The EAI Collection: Artist Index

Artist Index

 

Andy Warhol

Andy Warhol's work in film, video and television is legendary. Not only did Warhol record his personal and cultural environment incessantly as part of his artistic project, he was also the subject and inspiration of many other artists' works. EAI is pleased to present a number of video and film works that feature Warhol, his art, and his social milieu of Superstars, musicians, and celebrities. From the intimate diaries of Jonas Mekas to the lyrical explorations of Marie Menken, these works capture one of the 20th century's most significant artists, his everyday life and his art.

 

William Wegman

William Wegman is widely known for his work in photography, painting, drawing and video. A postmodern, conceptual humorist, he was termed a "master of whimsy, whose [works] have a charm and absurdist intelligence sometimes worthy of Beckett," by The New Yorker. Best known for his portraits of his Weimeraner dogs, Wegman created a series of comedic, performance-based tapes in the 1970s. Featuring his dog Man Ray, these droll anecdotes remain video classics.

 

Lawrence Weiner

A key figure in Conceptual Art, Lawrence Weiner has long pursued inquiries into language and the art-making process. From his pioneering installation works of the 1960s and '70s through his new digital projects, Weiner posits a radical redefinition of the artist/viewer relationship and the very nature of the artwork. Translating his investigations into linguistic structures and visual systems across varied formats and manifestations, Weiner has also produced books, films, videos, performances and audio works.

 

WGBH

Public television station WGBH in Boston was one of the earliest supporters of video art for broadcast television. In the 1960s and '70s, WGBH commissioned, produced and aired experimental tapes by artists, including several seminal anthologies. In 1974 the New Television Workshop was founded for video artists-in-residence.

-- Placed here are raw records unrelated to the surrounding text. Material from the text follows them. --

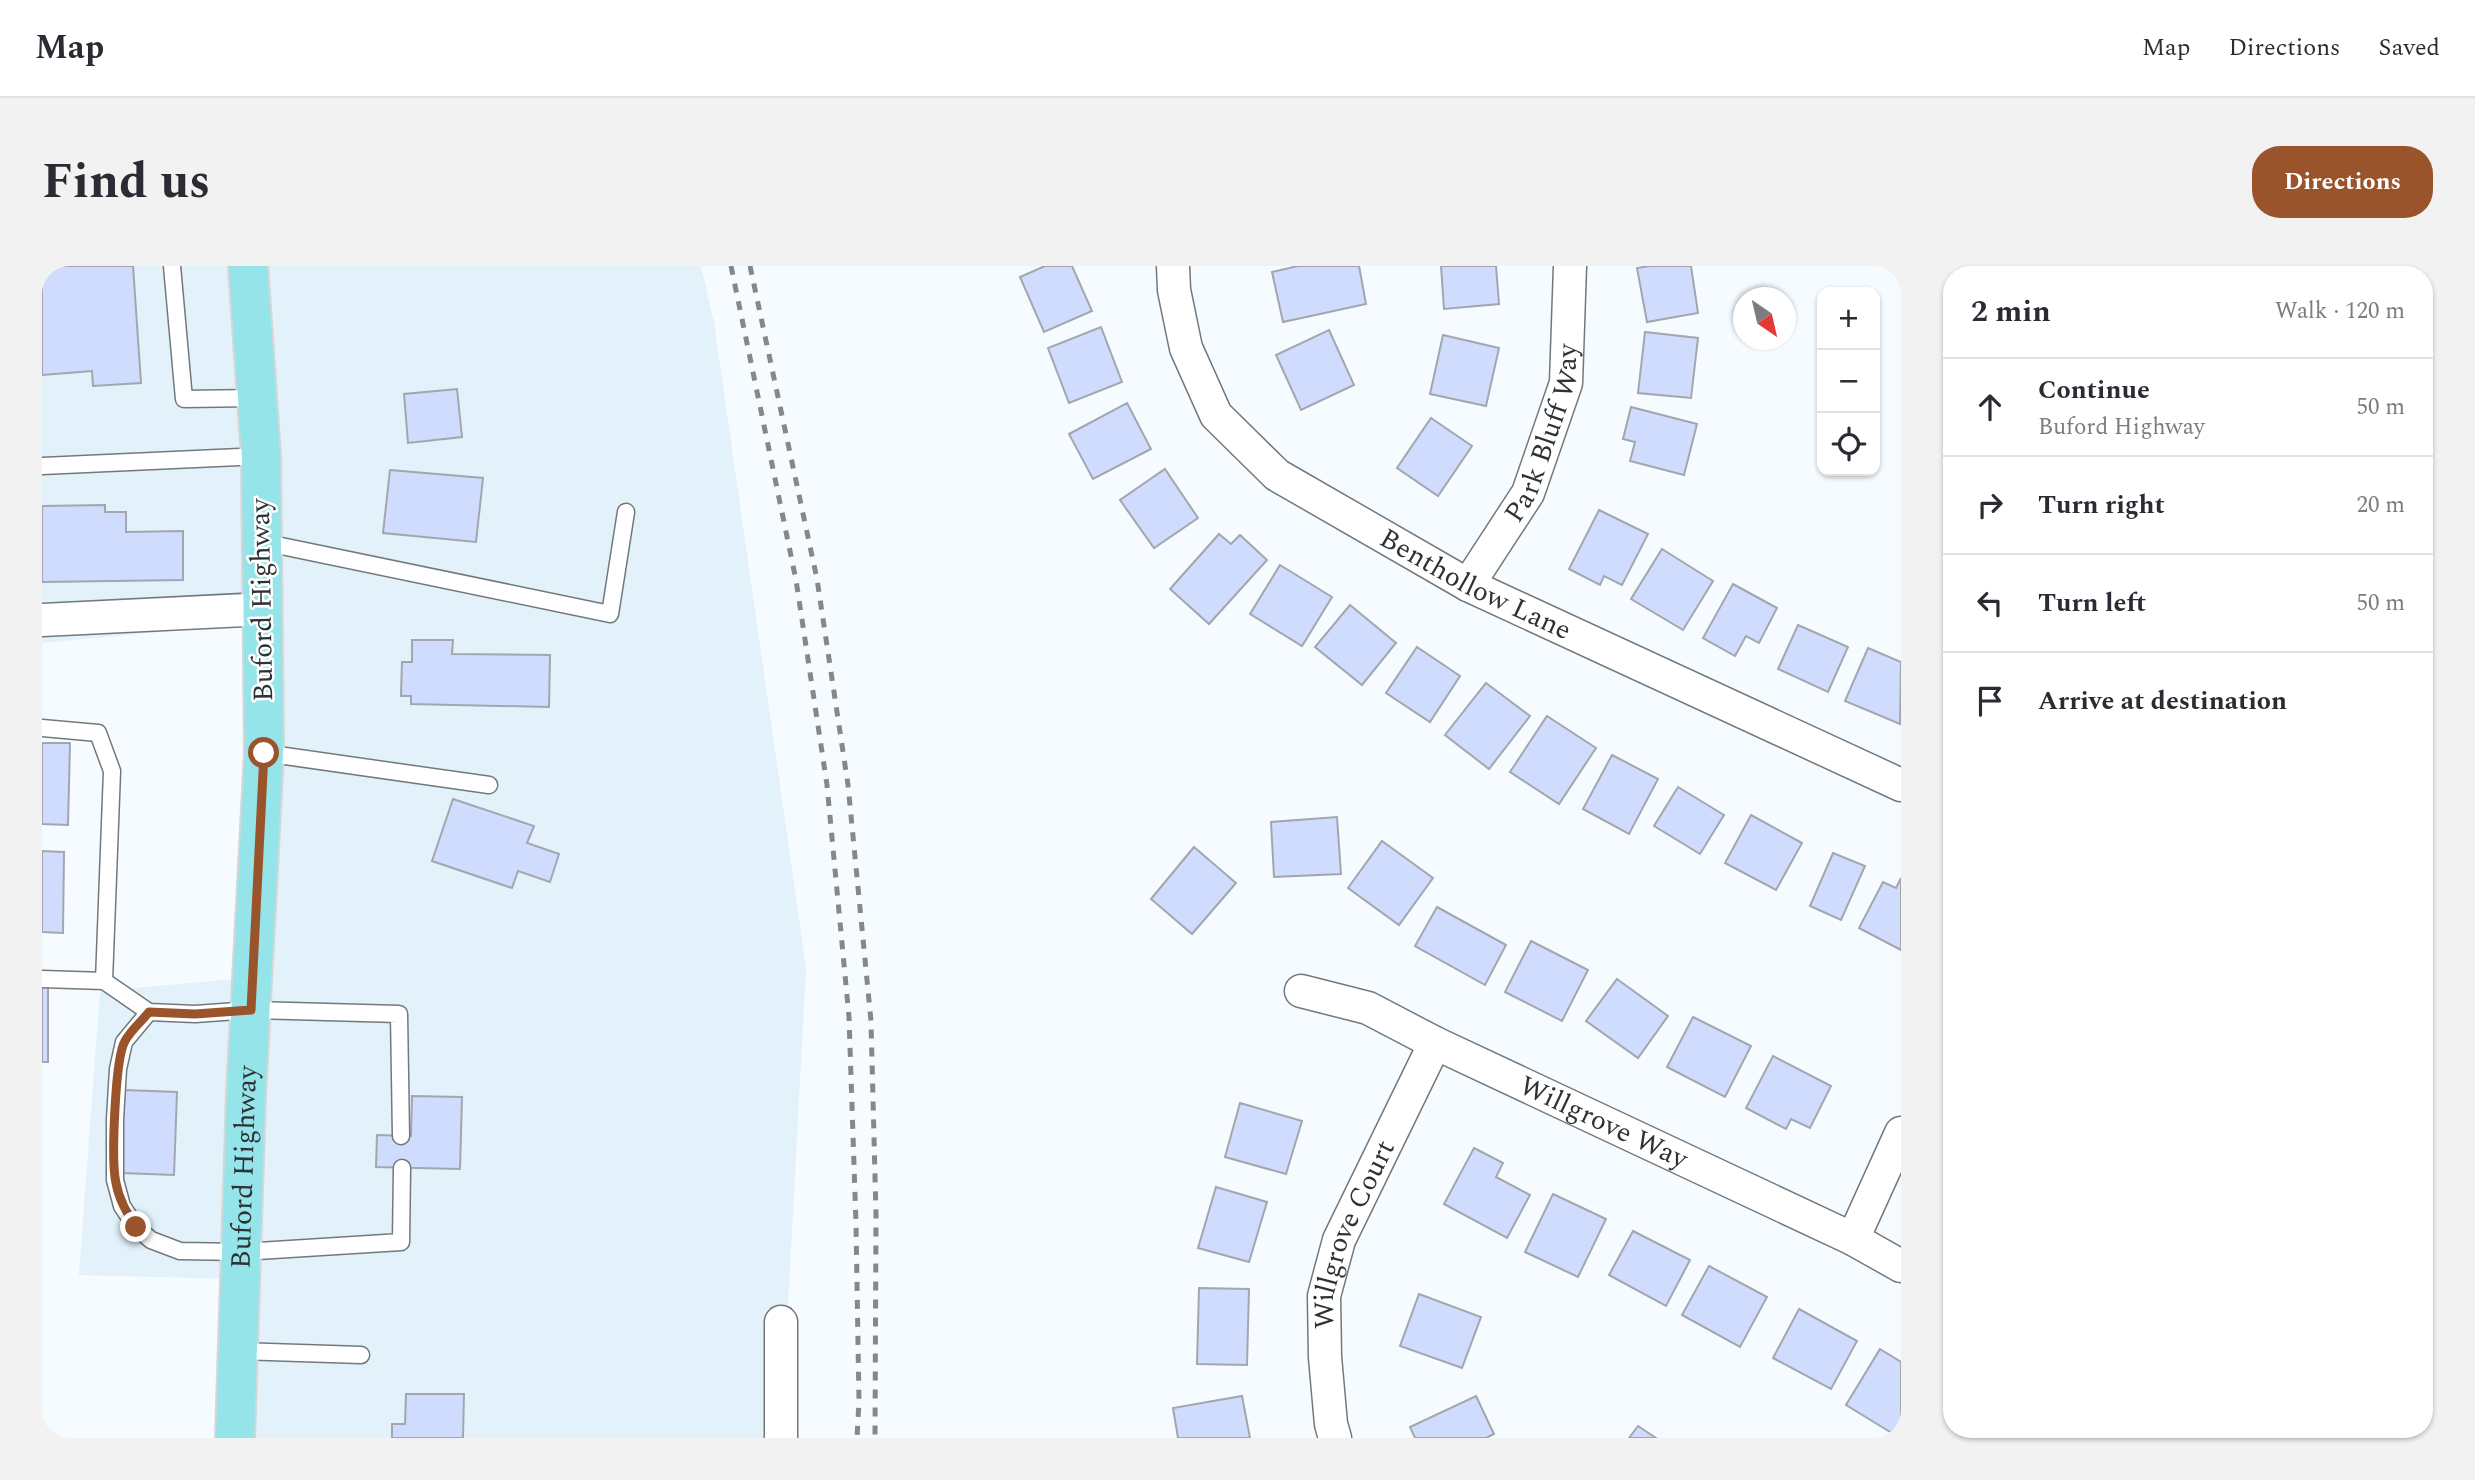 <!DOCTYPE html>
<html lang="en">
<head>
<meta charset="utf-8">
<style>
	body { margin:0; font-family:Spectral,serif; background:#f2f2f3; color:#2b2b33 }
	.controls { position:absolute; right:21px; top:21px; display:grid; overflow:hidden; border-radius:14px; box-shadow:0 2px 5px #0004 }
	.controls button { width:63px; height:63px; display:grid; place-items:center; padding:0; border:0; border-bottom:2px solid #e1e1e2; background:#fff; color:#2b2b33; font:35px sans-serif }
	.compass { position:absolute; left:1691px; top:21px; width:63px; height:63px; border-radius:50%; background:#fff; box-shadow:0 2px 5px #0004; rotate:146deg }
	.stop { position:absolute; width:21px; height:21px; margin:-16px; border:5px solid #9a542c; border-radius:50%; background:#fff }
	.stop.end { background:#9a542c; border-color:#fff; box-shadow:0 2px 7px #0008 }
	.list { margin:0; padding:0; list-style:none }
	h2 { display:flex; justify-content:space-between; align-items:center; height:91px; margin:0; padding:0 28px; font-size:30px }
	h2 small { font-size:23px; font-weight:400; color:#7c7c81 }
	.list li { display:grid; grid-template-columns:46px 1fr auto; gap:21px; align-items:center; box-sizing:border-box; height:98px; padding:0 28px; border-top:2px solid #e1e1e2 }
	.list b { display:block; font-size:26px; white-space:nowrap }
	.list p { margin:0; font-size:23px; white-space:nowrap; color:#7c7c81 }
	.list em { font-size:23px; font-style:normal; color:#7c7c81 }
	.icon { flex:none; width:38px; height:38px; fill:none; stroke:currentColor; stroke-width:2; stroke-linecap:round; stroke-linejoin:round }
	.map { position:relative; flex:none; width:1859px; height:1172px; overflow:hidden; border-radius:28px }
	header { display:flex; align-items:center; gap:42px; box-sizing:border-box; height:98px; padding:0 35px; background:#fff; border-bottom:2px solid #e1e1e2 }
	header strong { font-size:33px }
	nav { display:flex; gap:38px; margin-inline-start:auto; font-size:24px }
	.intro { display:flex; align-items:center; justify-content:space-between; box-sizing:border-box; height:168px; padding:0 42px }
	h1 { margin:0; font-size:49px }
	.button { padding:18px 32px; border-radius:28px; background:#9a542c; color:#fff; font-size:24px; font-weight:700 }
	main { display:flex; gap:42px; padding:0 42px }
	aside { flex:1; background:#fff; border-radius:28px; box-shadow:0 2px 5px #0004 }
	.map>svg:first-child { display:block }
	.built { fill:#e2f1fa }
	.building { fill:#cfdcfe; stroke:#a3a6ad; stroke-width:2 }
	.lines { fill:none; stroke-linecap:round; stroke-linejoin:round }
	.service-casing { stroke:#72797d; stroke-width:19 }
	.minor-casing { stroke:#72797d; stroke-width:35 }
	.primary-casing { stroke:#d5d6d6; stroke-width:42 }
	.service { stroke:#fff; stroke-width:16 }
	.minor { stroke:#fff; stroke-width:32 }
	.primary { stroke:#94e4e9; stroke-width:38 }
	.rail { stroke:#84888a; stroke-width:5; stroke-dasharray:9 9; stroke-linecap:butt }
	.route { stroke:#9a542c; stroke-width:9 }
	.labels { text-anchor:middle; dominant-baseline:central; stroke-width:5; stroke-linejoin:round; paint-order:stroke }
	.street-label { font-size:28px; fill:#2f3233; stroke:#fff }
</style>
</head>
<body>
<header>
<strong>Map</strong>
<nav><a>Map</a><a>Directions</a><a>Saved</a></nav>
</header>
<div class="intro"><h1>Find us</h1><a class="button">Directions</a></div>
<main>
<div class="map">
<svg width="1859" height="1172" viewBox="0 0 1859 1172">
	<rect width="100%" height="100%" fill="#f5fbff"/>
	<path class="built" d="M0,0h659l13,57 92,645 -25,470h-555l7,-159 -154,-4 21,-284 147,-13 20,-356 -225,21z"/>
	<g class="building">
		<path d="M0,0h91l8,117 -48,3 -1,-15 -50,4z"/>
		<path d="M1003,0h27l20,45 -48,21 -24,-55z"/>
		<path d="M1256,0h61l7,38 -83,18 -11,-50z"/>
		<path d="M1399,0h55l3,38 -55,5z"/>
		<path d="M1608,0h41l7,47 -51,9 -10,-54z"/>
		<path d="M1059,61l21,55 -53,21 -21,-55z"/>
		<path d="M1287,64l25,55 -53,25 -25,-55z"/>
		<path d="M1603,66l53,6 -7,60 -53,-5z"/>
		<path d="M1401,69l56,13 -13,58 -56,-12z"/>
		<path d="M415,123l5,48 -54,6 -4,-49z"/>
		<path d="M1085,137l24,46 -58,30 -24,-45z"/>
		<path d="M1589,141l66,17 -13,51 -54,-14 5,-19 -12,-3z"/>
		<path d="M1389,152l41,28 -34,50 -41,-28z"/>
		<path d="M1123,203l33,49 -44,30 -34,-48z"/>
		<path d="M348,204l93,8 -7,64 -93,-9z"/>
		<path d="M63,239v7h21v20l57,-1v49l-141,2v-76z"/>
		<path d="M1557,244l49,24 -26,51 -18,-9 -4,9 -31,-16z"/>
		<path d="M1177,268l12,10 9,-9 27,25 -58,64 -39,-35z"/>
		<path d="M1620,283l51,32 -30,49 -52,-31z"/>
		<path d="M1238,299l52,32 -30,49 -52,-32z"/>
		<path d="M1691,318l44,24 -18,35 -13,-7 -11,20 -32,-18z"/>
		<path d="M1308,339l46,38 -34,42 -47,-38z"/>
		<path d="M1756,359l50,22 -20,45 -50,-23z"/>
		<path d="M370,374h41l-1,14 98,1 -1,52 -138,-3v-8h-10l1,-34h10z"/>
		<path d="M1375,381l43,29 -30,46 -44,-29z"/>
		<path d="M1826,382l33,14 -1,62 -55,-23z"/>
		<path d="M1444,417l44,33 -41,53 -44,-34z"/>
		<path d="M1505,450l49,32 -37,56 -49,-32z"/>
		<path d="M0,477h28l-2,82 -26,-1z"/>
		<path d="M1570,489l46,24 -29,55 -46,-25z"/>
		<path d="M1636,521l46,28 -24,39 -46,-28z"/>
		<path d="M411,533l81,27 -7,17 32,11 -9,28 -32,-11 -6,17 -80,-27z"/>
		<path d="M1709,549l51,28 -26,47 -51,-27z"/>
		<path d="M1295,551l4,57 -67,3 -3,-55z"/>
		<path d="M1340,575l51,37 -34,47 -51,-37z"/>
		<path d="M1152,581l42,36 -44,51 -41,-35z"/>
		<path d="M0,585l22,1 -1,81 -21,-1z"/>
		<path d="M1791,587l32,13 -24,54 -31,-14z"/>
		<path d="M1859,612v72l-42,-22 24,-46 13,6z"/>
		<path d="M1395,641l69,38 -21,40 -70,-39z"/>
		<path d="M1489,675l57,29 -26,51 -57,-29z"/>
		<path d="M1575,713l51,37 -30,42 -52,-37z"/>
		<path d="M6,716v80h-6v-79z"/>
		<path d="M1651,751l58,29 -26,51 -58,-30z"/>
		<path d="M1731,790l58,30 -21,42 -19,-9 -5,10 -40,-21z"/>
		<path d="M82,824l53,2 -3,83 -53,-2z"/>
		<path d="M370,830l50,1 -2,72 -84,-2 1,-32 34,1z"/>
		<path d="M1198,837l62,18 -16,53 -61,-17z"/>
		<path d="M1432,882l29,15 -7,14 34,18 -23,43 -63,-34z"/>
		<path d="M1174,921l51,15 -18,60 -51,-14z"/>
		<path d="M1511,928l53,25 -28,58 -53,-25z"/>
		<path d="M1591,965l57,29 -24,46 -57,-31z"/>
		<path d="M1667,1000l58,31 -27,50 -58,-32z"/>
		<path d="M1157,1022l50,1 -2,76 -50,-1z"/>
		<path d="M1377,1028l62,23 -19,51 -62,-22z"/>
		<path d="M1757,1043l58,32 -26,48 -58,-31z"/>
		<path d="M1838,1083l21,13v64l-6,9 -49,-30z"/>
		<path d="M364,1128h58l-1,44h-71v-14h13z"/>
		<path d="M1200,1130l8,42h-72l-5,-30z"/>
		<path d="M1434,1130l18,38 -8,4h-71l-5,-11z"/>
		<path d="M1596,1160l18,12h-27z"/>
	</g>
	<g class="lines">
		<defs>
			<g id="service">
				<path d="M130,0l12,133 73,-1"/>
				<path d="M0,200l219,-10"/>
				<path d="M220,276l348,72 16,-102"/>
				<path d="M0,462l56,5 14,38 -8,210"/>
				<path d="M222,487l225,32"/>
				<path d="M0,713l62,2 45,31 46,2 56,-4 148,4 2,122"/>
				<path d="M107,746l-25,30 -6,27 -3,50v61l7,26 14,21 15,13 29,11 61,1 160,-10 1,-74"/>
				<path d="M196,1085l123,4"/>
			</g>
			<g id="minor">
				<path id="s1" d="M1131,0l1,24 12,58 30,67 61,60 191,110 433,200"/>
				<path id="s2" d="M1426,319l60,-92 38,-110 4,-117"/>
				<path d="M0,354l222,-11"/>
				<path id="s3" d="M1259,725l67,17 67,35 418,196 48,27"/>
				<path d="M1811,973l48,-106"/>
				<path d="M739,1056v116"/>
				<path id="s4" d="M1293,1172l-4,-14 -6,-67 -1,-61 15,-56 96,-197"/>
			</g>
			<g id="primary">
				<path id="s5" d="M193,1172l11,-343 18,-342 -3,-297 -13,-190"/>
			</g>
		</defs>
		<use href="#service" class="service-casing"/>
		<use href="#minor" class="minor-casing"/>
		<use href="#primary" class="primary-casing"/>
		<use href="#service" class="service"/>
		<use href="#minor" class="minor"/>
		<use href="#primary" class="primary"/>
		<g class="rail">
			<path d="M689,0l65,314 31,205 22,232 7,207 3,177 -2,37"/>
			<path d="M708,0l67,313 31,206 23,236 5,194 -1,223"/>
		</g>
	</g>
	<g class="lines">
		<path class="route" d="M94,961c-9,-14 -17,-27 -20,-44 -5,-21 -1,-125 9,-142 6,-11 17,-20 24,-29l46,2 56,-4 13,-257"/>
	</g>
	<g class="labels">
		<g class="street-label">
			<text stroke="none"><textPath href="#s2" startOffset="172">Park Bluff Way</textPath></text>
			<text stroke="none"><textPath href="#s1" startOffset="469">Benthollow Lane</textPath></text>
			<text transform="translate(220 334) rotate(-91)">Buford Highway</text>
			<text stroke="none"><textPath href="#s3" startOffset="331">Willgrove Way</textPath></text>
			<text stroke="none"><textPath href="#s5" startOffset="271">Buford Highway</textPath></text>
			<text stroke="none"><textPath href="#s4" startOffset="210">Willgrove Court</textPath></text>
		</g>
	</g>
</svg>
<div class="controls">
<button>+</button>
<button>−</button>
<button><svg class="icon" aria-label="locate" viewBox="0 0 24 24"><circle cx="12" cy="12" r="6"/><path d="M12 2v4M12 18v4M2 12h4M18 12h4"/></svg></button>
</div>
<svg class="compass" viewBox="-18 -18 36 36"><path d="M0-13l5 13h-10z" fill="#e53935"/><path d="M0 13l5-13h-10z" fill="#7c7c81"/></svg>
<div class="stop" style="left:222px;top:487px"></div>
<div class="stop end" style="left:94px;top:961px"></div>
</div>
<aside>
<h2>2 min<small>Walk · 120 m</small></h2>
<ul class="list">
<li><svg class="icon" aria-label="ahead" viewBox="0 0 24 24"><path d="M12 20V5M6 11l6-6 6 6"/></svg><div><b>Continue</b><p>Buford Highway</p></div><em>50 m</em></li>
<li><svg class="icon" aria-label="right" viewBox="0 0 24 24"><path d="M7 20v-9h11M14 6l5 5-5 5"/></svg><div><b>Turn right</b></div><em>20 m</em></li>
<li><svg class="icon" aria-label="left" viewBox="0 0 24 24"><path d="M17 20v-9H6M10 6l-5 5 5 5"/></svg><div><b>Turn left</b></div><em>50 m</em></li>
<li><svg class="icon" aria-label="arrive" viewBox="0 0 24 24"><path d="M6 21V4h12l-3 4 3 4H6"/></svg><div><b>Arrive at destination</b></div></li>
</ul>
</aside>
</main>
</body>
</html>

Artists such as Peter Campus and Nam June Paik produced major works while in residence there.

 

Joshua White

Joshua White is a New York-based artist, director and producer. He made his mark as the creator and director of the legendary Joshua Light Show at Bill Graham's Fillmore East in the late 1960s. White went on to design psychedelic light shows for Janis Joplin and Jimi Hendrix, among others, and later directed episodes of television programs such as Seinfeld, The Max Headroom Show and Inside the Actors' Studio. White has also collaborated for many years with artist Michael Smith on multi-media installations and video works.

 

Hannah Wilke

In the 1970s and early '80s, Hannah Wilke produced performance tapes that examine sex and sexuality, feminism and femininity, the body and its representation. Wilke explores gesture in relation to gender and power, using her own image to confront the erotic representation of the female body in art history and popular culture.

 

Robert Wilson

Called "America's most important dramatist" by Eugene Ionesco, Robert Wilson is a major figure in the international avant-garde theater. He has written, designed and directed a distinguished body of work for stage, opera, dance, film and video. His innovative, stylized works for television are minimalist dramas that unfold as waking dreams.

 

David Wojnarowicz

David Wojnarowicz channeled a vast accumulation of raw images, sounds, memories, and lived experiences into a powerful voice that was an indelible presence in the New York City downtown art scene of the 1970s and '80s. Through writing, film, painting, drawing, photography, mixed-media installations, and performance, Wojnarowicz affirmed art's vivifying power in a society he viewed as alienating and corrosive, especially for those who were not part of the "pre-invented existence" of the mainstream. Using blunt symbology and graphic illustrations, he exposed what he felt this mainstream repressed: poverty, abuses of power, blind nationalism, greed, gay sex, and the devastation of the AIDS epidemic. His nihilism, however, was also infused with his celebration and empathetic documentation of the alternative histories that he witnessed and lived.

 

The Wooster Group

The Wooster Group is an ensemble of artists who, under the direction of Elizabeth LeCompte, have collaborated on the development and production of theater, film and media pieces. Considered America's leading experimental theater group, the New York-based Group is renowned for its complex and compelling "televisual" stage productions. The Wooster Group's core members include Jim Clayburgh, Willem Dafoe, Spalding Gray, Elizabeth LeCompte, Peyton Smith, and Kate Valk.

 

Workshop of the Film Form

Founded by graduates of Lódz Film School in 1970, the Workshop of the Film Form helped define the moving image avant-garde in Poland in the 1970s. The Workshop was a pioneering and highly influential collective that promoted analytical experimentation in all of their multidisciplinary practices. Key members included Kazimierz Bendkowski, Wojciech Bruszewski, Pawel Kwiek, Józef Robakowski, and Ryszard Wasko.